Salon’s guide to what to watch on Tuesday: The illuminating P.O.V. documentary “Libby, Montana” tracks the travails of a small mining town.”
August 28, 2007

The “P.O.V.” documentary “Libby, Montana” (10 p.m. on PBS, check listings) documents the travails of a small mining town in Montana, where more than a thousand people have become sick and hundreds have died from asbestos exposure, thanks to the local vermiculite mines. In 1999, the Environmental Protection Agency started screening residents of the town for lung abnormalities, and found that the mesothelioma rate was 100 times the national average. W.R. Grace, the company that owned the mine, not only failed to warn its employees of the dangers of asbestos exposure, the EPA found that Grace concealed information about the effects of exposure from its employees. “Grace was on the school board.
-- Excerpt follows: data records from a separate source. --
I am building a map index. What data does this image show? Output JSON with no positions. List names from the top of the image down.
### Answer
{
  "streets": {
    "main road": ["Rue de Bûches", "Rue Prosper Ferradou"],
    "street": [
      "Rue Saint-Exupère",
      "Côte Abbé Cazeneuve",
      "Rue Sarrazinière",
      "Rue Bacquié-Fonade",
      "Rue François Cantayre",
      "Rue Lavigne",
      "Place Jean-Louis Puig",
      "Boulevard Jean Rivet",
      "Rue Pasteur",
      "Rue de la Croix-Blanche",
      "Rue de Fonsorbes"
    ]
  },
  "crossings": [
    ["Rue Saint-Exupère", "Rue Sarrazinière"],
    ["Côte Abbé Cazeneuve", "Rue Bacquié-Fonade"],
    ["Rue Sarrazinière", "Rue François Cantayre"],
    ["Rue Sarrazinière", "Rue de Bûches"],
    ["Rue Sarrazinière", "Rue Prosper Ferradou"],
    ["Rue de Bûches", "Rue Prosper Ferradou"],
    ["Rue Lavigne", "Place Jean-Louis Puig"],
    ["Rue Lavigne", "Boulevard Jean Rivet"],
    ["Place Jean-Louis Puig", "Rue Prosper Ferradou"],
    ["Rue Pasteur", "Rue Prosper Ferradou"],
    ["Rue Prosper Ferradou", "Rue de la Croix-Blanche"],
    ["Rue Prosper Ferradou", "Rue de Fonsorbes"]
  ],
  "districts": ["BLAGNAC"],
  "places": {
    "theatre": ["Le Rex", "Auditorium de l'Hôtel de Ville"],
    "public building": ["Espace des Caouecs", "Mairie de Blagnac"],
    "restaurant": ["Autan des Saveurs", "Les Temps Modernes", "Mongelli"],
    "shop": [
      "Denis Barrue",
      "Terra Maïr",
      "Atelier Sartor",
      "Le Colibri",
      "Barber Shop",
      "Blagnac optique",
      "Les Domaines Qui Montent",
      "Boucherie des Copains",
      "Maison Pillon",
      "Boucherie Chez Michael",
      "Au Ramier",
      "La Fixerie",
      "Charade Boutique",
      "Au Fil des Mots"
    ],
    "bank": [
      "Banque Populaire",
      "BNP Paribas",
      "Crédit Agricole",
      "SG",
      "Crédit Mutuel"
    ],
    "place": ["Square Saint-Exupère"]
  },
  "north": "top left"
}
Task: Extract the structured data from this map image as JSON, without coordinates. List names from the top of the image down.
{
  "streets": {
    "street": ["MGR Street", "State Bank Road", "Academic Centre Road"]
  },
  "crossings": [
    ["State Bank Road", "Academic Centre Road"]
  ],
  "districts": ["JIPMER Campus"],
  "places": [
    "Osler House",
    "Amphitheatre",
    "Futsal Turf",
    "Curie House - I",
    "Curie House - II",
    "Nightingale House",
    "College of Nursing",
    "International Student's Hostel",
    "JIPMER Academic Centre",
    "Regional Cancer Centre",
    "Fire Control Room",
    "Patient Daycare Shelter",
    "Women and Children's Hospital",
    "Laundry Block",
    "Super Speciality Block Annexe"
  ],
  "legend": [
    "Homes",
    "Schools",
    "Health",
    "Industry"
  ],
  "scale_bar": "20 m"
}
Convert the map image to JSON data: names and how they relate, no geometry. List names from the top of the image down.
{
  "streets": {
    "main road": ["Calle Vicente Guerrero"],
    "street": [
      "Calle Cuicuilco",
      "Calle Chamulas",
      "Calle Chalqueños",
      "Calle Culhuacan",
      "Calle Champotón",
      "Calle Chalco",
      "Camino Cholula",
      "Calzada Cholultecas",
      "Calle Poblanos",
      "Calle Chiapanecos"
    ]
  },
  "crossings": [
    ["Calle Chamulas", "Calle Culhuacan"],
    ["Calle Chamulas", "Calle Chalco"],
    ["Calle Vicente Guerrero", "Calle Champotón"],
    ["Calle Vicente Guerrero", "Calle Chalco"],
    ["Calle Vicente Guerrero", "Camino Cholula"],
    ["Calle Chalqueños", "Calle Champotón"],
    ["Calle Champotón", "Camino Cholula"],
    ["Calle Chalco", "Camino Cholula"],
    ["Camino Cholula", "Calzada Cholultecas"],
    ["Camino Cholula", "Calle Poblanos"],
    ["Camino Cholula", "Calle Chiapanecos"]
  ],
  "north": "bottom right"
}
Grace was on the hospital board. Grace owned the bank,” Bob Wilkins, a W.R. Grace employee for over 20 years, tells the camera. “And when you talked about dust control or anything about the dust and what it was doing harmful to these people here, the first thing that come out of their mouth was, ‘You gonna close that mine down, you gonna put all those people out of work?’ You didn’t have very many friends when you started talking like that.”